EXERCISE OBJECTIVE: Write out all the data below exactly.
== MATERIAL SUPPLIED ==
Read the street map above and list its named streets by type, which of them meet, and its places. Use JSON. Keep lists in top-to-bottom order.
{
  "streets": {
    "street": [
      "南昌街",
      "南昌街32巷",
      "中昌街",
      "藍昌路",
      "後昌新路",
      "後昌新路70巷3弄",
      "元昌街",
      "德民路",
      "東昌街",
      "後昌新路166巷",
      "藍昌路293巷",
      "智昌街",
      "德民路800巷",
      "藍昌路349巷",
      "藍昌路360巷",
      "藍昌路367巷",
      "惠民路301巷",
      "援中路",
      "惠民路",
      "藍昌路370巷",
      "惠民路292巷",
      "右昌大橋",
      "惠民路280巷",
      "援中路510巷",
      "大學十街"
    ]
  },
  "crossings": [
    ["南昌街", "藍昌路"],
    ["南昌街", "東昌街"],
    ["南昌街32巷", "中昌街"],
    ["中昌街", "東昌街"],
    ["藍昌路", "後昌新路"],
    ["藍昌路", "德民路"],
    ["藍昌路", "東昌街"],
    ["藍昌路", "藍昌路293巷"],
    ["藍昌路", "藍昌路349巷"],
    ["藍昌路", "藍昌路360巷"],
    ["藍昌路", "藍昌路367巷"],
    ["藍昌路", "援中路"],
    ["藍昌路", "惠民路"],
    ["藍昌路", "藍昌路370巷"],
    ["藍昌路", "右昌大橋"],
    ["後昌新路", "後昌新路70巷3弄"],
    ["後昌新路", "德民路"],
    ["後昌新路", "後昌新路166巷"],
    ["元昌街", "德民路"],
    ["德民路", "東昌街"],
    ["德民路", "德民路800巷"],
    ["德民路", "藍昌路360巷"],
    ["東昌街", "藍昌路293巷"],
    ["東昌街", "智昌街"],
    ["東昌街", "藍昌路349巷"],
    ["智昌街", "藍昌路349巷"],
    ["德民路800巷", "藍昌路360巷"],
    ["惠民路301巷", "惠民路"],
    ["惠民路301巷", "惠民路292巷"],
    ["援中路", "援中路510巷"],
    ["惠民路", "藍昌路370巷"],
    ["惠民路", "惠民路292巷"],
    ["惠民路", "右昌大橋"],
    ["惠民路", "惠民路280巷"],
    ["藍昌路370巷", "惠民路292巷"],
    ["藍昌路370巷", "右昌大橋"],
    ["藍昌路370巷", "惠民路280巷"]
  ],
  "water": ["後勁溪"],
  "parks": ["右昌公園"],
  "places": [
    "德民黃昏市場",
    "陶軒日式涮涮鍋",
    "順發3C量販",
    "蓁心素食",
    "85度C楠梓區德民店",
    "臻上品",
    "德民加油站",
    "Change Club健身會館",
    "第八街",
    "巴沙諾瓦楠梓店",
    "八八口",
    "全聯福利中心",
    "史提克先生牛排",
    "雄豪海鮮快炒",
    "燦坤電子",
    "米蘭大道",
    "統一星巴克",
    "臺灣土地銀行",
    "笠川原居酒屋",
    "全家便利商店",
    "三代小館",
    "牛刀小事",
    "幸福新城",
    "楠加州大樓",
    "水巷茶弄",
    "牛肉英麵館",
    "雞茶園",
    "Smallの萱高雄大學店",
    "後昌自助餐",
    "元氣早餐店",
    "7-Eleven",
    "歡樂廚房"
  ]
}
===
WRITTEN ANSWER:
Read the street map above and list its named streets by type, which of them meet, and its places. Use JSON. Keep lists in top-to-bottom order.
{
  "streets": {
    "street": [
      "南昌街",
      "南昌街32巷",
      "中昌街",
      "藍昌路",
      "後昌新路",
      "後昌新路70巷3弄",
      "元昌街",
      "德民路",
      "東昌街",
      "後昌新路166巷",
      "藍昌路293巷",
      "智昌街",
      "德民路800巷",
      "藍昌路349巷",
      "藍昌路360巷",
      "藍昌路367巷",
      "惠民路301巷",
      "援中路",
      "惠民路",
      "藍昌路370巷",
      "惠民路292巷",
      "右昌大橋",
      "惠民路280巷",
      "援中路510巷",
      "大學十街"
    ]
  },
  "crossings": [
    ["南昌街", "藍昌路"],
    ["南昌街", "東昌街"],
    ["南昌街32巷", "中昌街"],
    ["中昌街", "東昌街"],
    ["藍昌路", "後昌新路"],
    ["藍昌路", "德民路"],
    ["藍昌路", "東昌街"],
    ["藍昌路", "藍昌路293巷"],
    ["藍昌路", "藍昌路349巷"],
    ["藍昌路", "藍昌路360巷"],
    ["藍昌路", "藍昌路367巷"],
    ["藍昌路", "援中路"],
    ["藍昌路", "惠民路"],
    ["藍昌路", "藍昌路370巷"],
    ["藍昌路", "右昌大橋"],
    ["後昌新路", "後昌新路70巷3弄"],
    ["後昌新路", "德民路"],
    ["後昌新路", "後昌新路166巷"],
    ["元昌街", "德民路"],
    ["德民路", "東昌街"],
    ["德民路", "德民路800巷"],
    ["德民路", "藍昌路360巷"],
    ["東昌街", "藍昌路293巷"],
    ["東昌街", "智昌街"],
    ["東昌街", "藍昌路349巷"],
    ["智昌街", "藍昌路349巷"],
    ["德民路800巷", "藍昌路360巷"],
    ["惠民路301巷", "惠民路"],
    ["惠民路301巷", "惠民路292巷"],
    ["援中路", "援中路510巷"],
    ["惠民路", "藍昌路370巷"],
    ["惠民路", "惠民路292巷"],
    ["惠民路", "右昌大橋"],
    ["惠民路", "惠民路280巷"],
    ["藍昌路370巷", "惠民路292巷"],
    ["藍昌路370巷", "右昌大橋"],
    ["藍昌路370巷", "惠民路280巷"]
  ],
  "water": ["後勁溪"],
  "parks": ["右昌公園"],
  "places": [
    "德民黃昏市場",
    "陶軒日式涮涮鍋",
    "順發3C量販",
    "蓁心素食",
    "85度C楠梓區德民店",
    "臻上品",
    "德民加油站",
    "Change Club健身會館",
    "第八街",
    "巴沙諾瓦楠梓店",
    "八八口",
    "全聯福利中心",
    "史提克先生牛排",
    "雄豪海鮮快炒",
    "燦坤電子",
    "米蘭大道",
    "統一星巴克",
    "臺灣土地銀行",
    "笠川原居酒屋",
    "全家便利商店",
    "三代小館",
    "牛刀小事",
    "幸福新城",
    "楠加州大樓",
    "水巷茶弄",
    "牛肉英麵館",
    "雞茶園",
    "Smallの萱高雄大學店",
    "後昌自助餐",
    "元氣早餐店",
    "7-Eleven",
    "歡樂廚房"
  ]
}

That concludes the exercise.